What to produce:
A verbatim reproduction of the following listing is required; omit the pictures.

=======

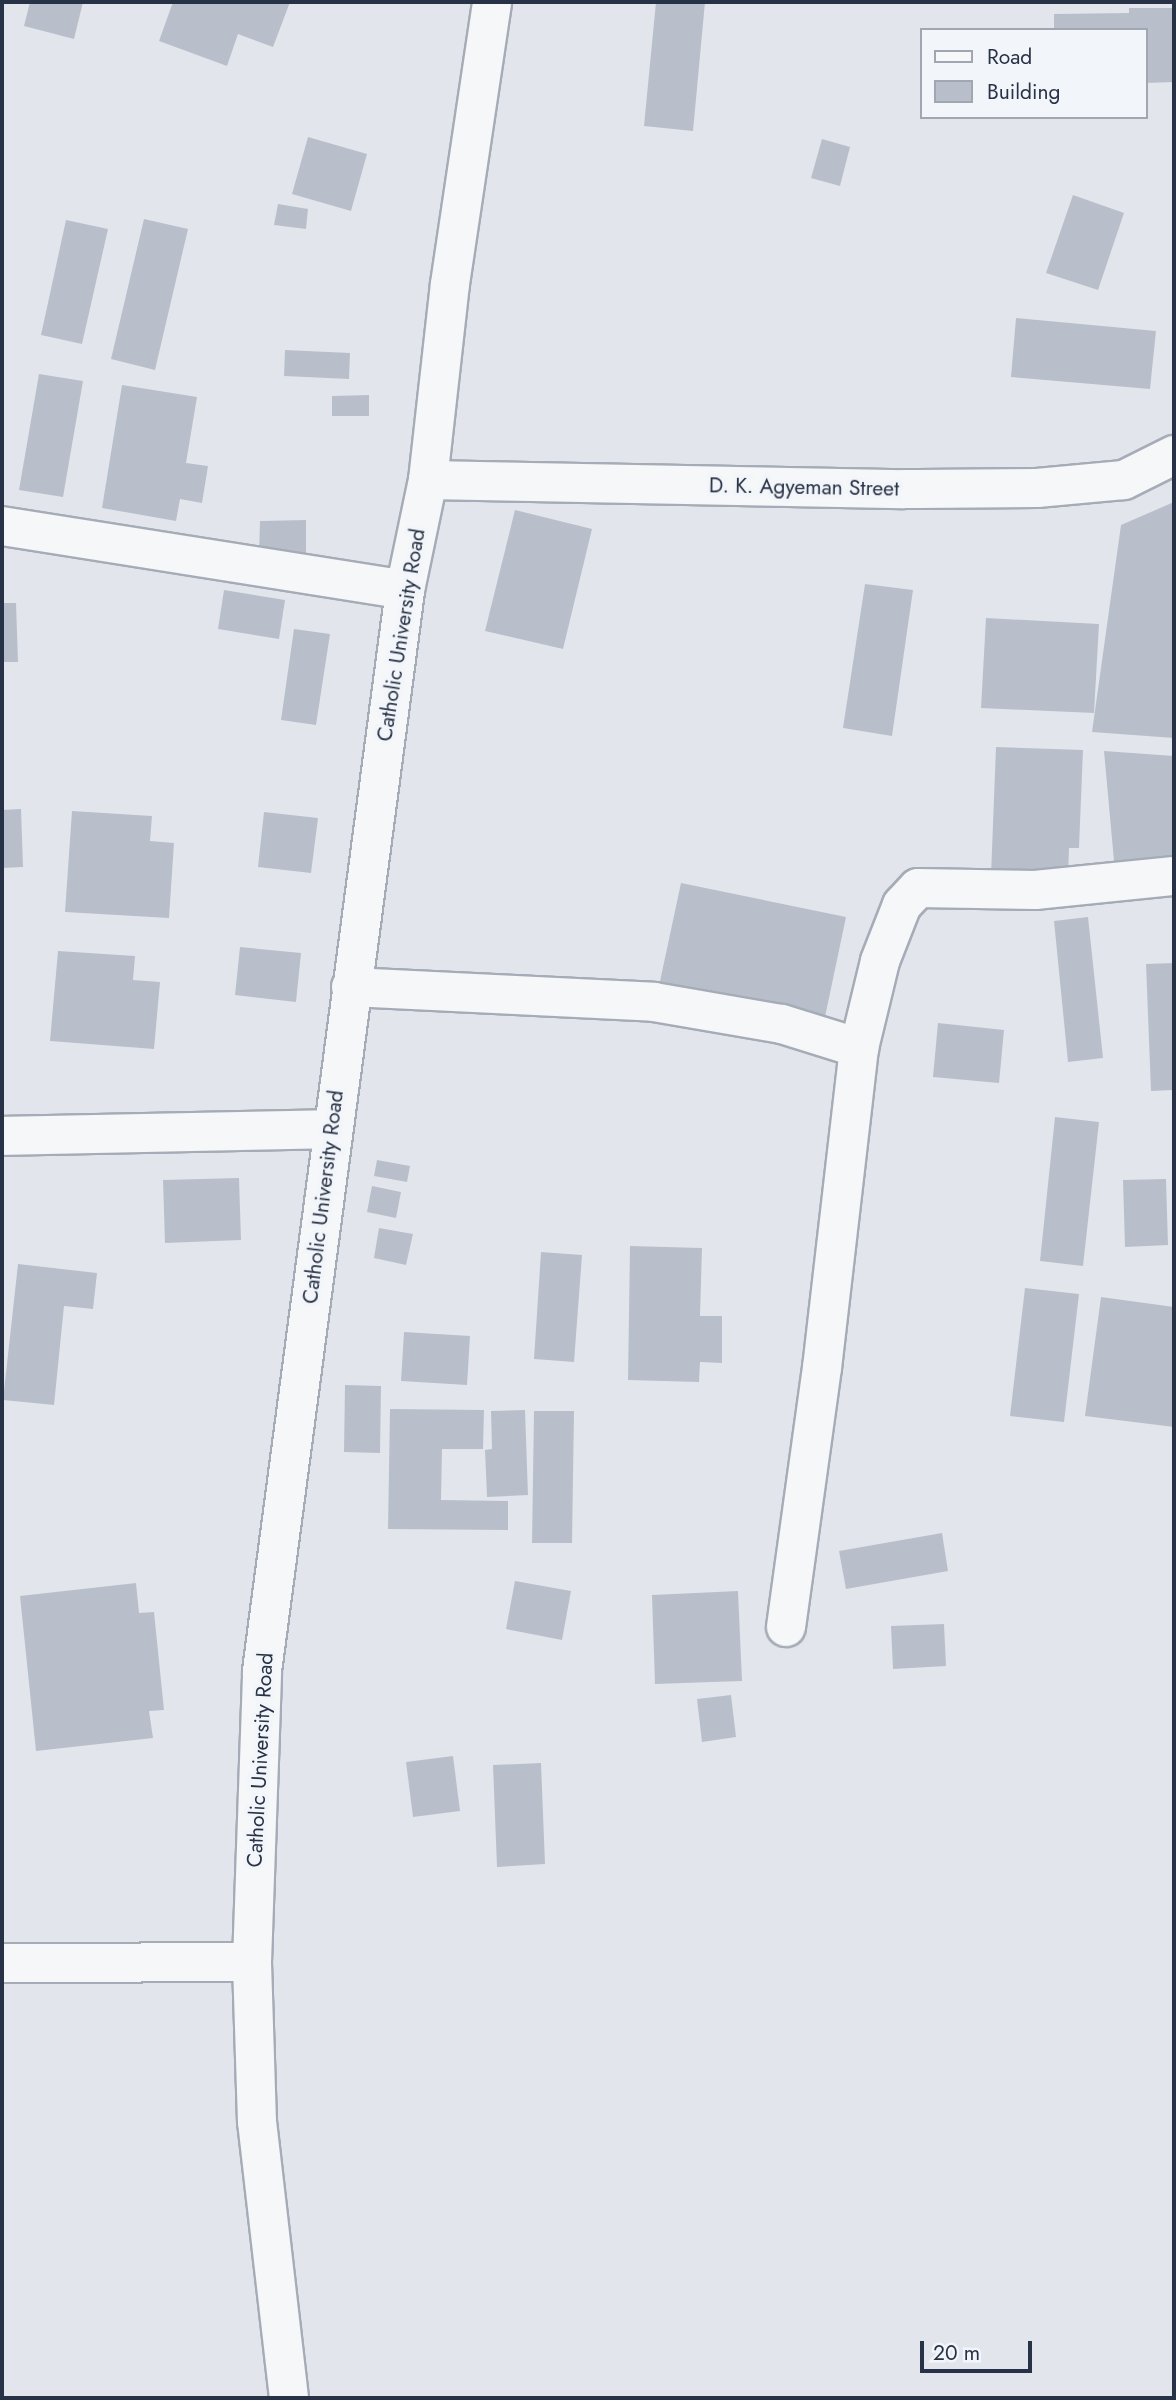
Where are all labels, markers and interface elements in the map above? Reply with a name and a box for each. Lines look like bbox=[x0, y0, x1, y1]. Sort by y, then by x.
legend bbox=[920, 28, 1148, 119]
text: Road bbox=[987, 42, 1032, 72]
text: Building bbox=[987, 77, 1060, 107]
street label: D. K. Agyeman Street bbox=[709, 473, 899, 501]
street label: Catholic University Road bbox=[372, 527, 430, 743]
street label: Catholic University Road bbox=[297, 1089, 349, 1305]
street label: Catholic University Road bbox=[242, 1652, 278, 1868]
scale bar bbox=[924, 2326, 1036, 2370]
text: 20 m bbox=[933, 2338, 980, 2368]

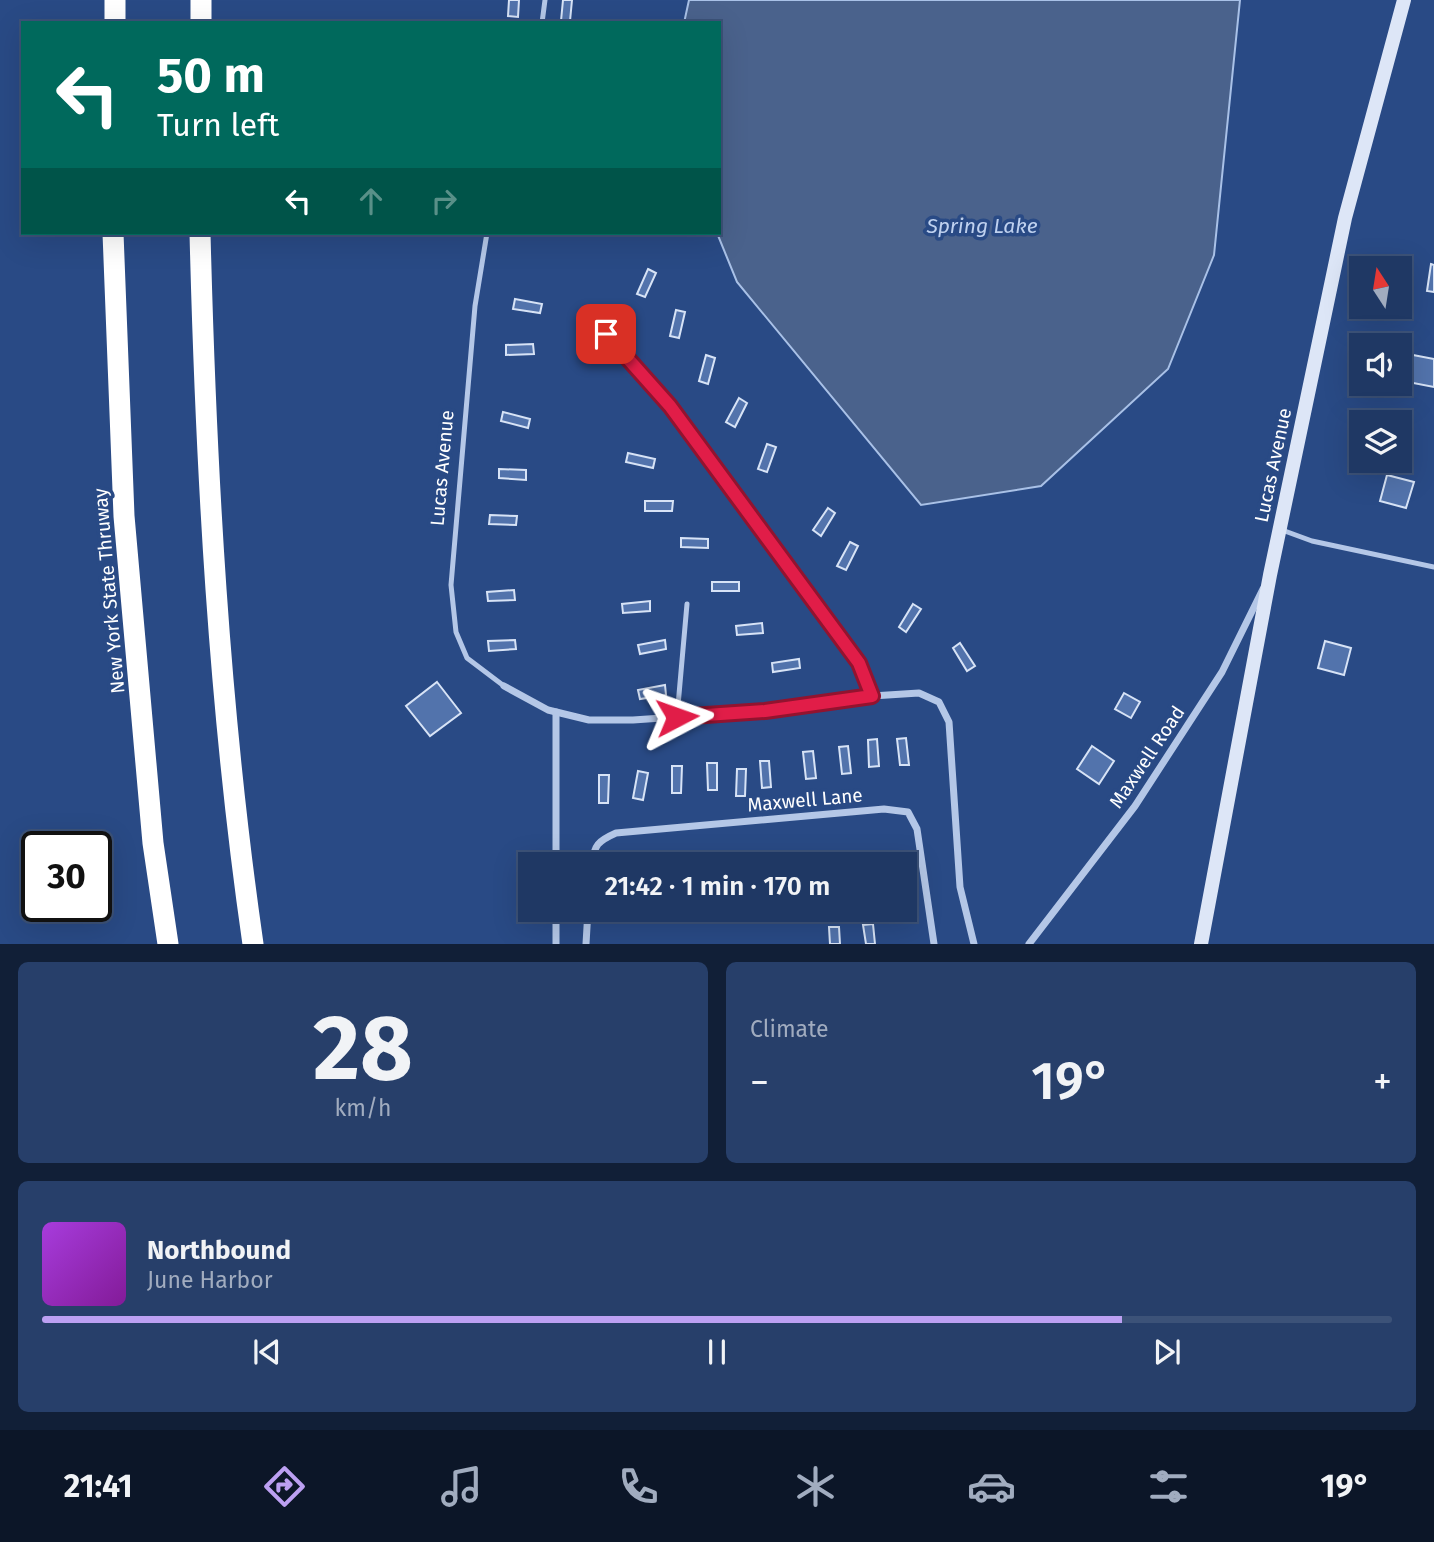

=======

Result:
Where are all labels, markers and interface elements in the map above? Reply with a name and a box for each. Lines look like bbox=[x0, y0, x1, y1]. Sort by y, then by x.
legend bbox=[920, 28, 1148, 119]
text: Road bbox=[987, 42, 1032, 72]
text: Building bbox=[987, 77, 1060, 107]
street label: D. K. Agyeman Street bbox=[709, 473, 899, 501]
street label: Catholic University Road bbox=[372, 527, 430, 743]
street label: Catholic University Road bbox=[297, 1089, 349, 1305]
street label: Catholic University Road bbox=[242, 1652, 278, 1868]
scale bar bbox=[924, 2326, 1036, 2370]
text: 20 m bbox=[933, 2338, 980, 2368]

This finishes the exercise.